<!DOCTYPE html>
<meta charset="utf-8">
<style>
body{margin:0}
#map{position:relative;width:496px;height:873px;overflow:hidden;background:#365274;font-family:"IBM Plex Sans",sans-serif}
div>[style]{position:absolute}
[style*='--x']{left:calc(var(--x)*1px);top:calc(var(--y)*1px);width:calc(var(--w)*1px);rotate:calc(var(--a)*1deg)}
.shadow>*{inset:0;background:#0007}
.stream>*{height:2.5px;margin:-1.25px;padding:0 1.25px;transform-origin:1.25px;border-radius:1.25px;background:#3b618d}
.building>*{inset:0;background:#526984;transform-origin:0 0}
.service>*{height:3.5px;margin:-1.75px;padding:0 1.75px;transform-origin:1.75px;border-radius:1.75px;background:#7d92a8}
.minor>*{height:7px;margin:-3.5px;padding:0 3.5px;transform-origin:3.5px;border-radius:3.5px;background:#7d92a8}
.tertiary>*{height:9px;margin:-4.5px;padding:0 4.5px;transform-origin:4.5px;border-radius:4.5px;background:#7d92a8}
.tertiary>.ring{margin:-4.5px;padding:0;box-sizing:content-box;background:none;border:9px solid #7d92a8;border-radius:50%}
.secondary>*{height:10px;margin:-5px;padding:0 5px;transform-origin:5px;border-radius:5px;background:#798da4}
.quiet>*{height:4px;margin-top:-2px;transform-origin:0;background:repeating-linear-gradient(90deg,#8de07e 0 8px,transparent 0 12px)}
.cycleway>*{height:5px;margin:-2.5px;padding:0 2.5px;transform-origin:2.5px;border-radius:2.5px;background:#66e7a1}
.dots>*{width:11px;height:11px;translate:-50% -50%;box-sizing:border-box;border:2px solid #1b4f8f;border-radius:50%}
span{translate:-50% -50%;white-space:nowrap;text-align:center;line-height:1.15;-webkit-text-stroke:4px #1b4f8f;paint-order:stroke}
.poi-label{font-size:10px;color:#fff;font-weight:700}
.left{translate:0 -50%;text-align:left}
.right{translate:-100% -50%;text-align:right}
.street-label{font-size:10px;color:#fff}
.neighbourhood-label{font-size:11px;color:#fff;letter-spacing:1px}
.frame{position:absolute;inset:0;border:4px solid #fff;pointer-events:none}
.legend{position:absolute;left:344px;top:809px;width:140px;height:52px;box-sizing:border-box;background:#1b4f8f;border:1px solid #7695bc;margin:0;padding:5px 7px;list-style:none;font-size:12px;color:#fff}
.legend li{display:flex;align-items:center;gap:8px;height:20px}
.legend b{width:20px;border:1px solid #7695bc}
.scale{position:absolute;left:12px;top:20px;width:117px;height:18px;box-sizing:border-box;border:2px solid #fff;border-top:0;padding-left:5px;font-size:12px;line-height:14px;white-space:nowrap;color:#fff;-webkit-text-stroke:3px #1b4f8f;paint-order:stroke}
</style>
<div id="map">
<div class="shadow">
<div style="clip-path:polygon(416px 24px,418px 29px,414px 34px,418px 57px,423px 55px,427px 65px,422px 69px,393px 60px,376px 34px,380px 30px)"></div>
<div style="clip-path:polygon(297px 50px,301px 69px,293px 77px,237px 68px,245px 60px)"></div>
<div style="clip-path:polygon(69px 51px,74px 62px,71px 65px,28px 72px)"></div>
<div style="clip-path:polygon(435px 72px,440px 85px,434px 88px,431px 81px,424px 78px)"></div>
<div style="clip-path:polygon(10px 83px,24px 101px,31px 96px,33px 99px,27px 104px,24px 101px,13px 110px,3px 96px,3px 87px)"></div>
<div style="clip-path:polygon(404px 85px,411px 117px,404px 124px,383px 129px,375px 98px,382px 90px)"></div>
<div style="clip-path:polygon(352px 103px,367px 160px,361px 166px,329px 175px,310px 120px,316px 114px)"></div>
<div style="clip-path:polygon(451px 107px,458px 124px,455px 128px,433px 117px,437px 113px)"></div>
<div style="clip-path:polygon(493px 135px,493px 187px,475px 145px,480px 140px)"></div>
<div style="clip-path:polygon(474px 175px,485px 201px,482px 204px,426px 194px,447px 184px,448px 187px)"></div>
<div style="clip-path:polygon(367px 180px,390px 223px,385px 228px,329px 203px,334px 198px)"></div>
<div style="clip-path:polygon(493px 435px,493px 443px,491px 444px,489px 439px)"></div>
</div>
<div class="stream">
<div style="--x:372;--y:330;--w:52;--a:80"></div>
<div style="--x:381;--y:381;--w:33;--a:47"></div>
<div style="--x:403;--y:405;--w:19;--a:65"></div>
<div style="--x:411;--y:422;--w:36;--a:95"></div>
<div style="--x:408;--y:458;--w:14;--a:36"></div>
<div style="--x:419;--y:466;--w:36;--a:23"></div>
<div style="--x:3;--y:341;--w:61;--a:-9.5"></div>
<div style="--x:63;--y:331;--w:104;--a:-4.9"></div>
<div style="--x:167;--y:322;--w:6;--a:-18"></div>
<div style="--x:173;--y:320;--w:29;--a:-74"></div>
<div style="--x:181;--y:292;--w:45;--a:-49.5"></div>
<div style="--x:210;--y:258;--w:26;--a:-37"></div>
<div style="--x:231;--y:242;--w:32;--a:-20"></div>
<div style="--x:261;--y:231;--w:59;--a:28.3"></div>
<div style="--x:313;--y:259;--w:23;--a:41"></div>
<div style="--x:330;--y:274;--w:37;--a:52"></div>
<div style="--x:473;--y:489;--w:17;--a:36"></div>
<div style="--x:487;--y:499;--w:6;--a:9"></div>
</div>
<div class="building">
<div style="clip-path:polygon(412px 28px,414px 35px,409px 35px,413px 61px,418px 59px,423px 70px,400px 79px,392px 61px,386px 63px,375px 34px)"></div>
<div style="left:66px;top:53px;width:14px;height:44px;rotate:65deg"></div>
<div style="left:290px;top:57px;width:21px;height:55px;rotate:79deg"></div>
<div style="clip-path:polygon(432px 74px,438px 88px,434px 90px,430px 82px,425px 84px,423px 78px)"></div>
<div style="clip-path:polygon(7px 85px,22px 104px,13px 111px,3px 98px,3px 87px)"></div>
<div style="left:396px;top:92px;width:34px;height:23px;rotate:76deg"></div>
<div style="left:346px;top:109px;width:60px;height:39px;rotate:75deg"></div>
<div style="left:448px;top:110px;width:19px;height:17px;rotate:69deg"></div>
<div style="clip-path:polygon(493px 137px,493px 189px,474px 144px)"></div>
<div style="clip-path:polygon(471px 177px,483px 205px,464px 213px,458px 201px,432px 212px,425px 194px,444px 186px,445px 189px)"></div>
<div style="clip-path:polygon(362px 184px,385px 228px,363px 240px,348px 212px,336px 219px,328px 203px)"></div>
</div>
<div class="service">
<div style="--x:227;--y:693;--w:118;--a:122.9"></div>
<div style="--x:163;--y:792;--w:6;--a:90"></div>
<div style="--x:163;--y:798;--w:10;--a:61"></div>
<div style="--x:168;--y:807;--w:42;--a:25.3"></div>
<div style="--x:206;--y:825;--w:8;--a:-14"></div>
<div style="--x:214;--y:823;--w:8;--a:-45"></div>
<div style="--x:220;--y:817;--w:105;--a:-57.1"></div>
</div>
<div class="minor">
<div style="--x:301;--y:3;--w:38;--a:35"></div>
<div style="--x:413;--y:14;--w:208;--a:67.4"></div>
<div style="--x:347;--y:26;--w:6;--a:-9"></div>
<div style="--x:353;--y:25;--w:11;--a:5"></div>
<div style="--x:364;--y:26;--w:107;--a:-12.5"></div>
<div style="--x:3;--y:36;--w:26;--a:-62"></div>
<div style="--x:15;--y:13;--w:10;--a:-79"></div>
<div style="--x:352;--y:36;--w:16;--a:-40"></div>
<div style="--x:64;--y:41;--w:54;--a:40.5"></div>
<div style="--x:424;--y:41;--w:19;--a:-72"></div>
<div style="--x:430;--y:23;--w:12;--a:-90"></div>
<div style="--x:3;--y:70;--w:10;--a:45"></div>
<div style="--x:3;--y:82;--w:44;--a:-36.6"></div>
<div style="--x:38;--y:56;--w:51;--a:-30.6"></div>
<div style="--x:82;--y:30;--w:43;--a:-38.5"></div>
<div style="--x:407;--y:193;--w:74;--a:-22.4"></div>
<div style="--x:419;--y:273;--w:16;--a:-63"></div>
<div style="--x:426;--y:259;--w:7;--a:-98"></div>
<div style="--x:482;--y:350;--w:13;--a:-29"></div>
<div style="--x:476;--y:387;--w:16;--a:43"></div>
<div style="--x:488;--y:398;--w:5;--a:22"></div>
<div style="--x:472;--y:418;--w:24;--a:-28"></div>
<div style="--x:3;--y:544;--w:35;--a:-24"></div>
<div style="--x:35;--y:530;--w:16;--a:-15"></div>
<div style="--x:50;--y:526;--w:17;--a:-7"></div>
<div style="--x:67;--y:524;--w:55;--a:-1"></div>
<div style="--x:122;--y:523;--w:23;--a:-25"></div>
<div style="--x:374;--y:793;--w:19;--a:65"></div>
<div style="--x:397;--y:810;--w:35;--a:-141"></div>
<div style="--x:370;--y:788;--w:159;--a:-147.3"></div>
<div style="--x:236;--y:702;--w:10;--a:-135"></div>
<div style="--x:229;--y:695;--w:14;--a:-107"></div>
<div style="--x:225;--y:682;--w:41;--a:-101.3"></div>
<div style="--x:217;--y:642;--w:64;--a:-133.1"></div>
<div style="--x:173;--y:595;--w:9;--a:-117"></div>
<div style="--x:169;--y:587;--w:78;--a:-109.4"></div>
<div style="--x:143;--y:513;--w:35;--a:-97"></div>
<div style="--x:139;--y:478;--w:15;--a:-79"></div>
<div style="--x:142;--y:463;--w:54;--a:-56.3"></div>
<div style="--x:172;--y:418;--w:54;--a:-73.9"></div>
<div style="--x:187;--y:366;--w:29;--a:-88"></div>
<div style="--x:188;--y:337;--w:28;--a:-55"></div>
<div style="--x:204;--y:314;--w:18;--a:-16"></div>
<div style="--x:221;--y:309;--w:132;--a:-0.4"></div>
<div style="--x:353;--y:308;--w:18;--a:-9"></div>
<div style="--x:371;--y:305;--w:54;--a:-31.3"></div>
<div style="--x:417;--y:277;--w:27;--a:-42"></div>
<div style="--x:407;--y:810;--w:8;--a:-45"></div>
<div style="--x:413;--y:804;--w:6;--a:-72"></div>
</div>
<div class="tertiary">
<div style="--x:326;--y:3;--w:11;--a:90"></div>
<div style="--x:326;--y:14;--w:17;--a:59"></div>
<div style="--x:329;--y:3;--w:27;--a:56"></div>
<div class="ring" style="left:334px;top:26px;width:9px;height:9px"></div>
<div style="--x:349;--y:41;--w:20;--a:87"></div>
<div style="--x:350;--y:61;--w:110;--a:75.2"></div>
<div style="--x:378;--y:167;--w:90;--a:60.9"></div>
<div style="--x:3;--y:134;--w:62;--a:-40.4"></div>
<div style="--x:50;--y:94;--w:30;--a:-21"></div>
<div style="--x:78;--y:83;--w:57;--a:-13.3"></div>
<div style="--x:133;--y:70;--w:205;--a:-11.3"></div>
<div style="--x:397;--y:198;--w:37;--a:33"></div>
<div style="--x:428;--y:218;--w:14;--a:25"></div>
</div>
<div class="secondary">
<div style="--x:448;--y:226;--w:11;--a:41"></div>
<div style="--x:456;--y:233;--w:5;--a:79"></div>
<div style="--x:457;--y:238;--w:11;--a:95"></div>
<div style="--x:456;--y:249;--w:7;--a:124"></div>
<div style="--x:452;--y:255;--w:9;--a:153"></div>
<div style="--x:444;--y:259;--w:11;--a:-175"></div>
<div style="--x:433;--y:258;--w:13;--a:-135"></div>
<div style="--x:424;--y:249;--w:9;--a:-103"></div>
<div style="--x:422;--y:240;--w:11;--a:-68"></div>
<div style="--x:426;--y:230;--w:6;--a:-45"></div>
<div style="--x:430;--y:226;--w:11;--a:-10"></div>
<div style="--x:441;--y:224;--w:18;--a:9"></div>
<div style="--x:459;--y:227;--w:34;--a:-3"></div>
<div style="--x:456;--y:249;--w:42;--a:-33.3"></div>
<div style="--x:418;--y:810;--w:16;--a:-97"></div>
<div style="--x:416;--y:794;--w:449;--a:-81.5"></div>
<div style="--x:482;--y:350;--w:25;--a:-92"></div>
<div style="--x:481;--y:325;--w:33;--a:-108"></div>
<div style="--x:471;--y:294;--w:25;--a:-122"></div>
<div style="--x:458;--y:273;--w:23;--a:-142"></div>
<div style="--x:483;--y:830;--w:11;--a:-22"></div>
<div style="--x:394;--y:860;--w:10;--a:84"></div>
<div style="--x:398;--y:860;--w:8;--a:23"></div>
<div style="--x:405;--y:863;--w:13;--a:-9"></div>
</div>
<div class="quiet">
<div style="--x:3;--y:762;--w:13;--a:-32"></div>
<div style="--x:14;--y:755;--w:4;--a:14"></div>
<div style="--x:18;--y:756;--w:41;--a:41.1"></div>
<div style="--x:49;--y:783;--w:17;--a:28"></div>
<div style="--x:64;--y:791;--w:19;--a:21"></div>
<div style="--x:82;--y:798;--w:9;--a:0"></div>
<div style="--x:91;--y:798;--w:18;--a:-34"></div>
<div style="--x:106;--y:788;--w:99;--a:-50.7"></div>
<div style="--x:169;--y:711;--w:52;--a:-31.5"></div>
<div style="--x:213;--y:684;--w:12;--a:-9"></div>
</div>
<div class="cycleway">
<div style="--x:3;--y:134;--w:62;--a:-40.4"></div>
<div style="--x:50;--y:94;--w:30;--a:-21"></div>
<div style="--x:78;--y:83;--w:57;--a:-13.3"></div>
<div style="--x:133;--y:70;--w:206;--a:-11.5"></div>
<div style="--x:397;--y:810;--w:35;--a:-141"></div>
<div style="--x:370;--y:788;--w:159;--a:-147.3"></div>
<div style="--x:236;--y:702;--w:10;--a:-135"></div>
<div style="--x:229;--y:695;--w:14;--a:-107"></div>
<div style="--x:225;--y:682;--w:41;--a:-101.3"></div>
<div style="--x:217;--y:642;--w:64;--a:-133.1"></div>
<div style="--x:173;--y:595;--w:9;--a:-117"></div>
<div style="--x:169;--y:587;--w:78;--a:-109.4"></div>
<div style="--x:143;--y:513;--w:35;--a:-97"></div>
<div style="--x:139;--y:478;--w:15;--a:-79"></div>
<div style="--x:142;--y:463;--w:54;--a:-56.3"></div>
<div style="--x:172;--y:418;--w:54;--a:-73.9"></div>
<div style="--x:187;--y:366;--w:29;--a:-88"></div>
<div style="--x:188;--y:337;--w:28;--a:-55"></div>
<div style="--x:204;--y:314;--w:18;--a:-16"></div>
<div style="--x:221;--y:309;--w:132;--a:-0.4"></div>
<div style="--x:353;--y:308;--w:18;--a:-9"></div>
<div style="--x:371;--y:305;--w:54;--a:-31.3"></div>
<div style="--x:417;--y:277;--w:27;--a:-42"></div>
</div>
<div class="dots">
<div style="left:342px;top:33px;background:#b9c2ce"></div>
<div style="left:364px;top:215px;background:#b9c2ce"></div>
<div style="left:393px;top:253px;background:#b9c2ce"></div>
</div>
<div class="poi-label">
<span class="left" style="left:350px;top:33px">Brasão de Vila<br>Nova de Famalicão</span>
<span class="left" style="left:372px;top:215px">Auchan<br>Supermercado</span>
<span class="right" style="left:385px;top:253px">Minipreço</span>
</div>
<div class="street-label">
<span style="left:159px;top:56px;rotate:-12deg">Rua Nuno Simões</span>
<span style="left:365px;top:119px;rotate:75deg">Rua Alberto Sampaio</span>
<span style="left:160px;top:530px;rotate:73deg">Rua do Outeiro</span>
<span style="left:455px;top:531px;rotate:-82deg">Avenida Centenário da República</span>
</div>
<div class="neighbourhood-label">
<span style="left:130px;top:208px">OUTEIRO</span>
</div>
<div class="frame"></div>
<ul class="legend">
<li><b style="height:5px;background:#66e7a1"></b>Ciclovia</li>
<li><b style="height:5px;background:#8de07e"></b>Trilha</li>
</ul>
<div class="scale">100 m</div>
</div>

== Directions ==
Going through the records above, state how many lines include the word "service", and give no other text.

== Exercise output ==
2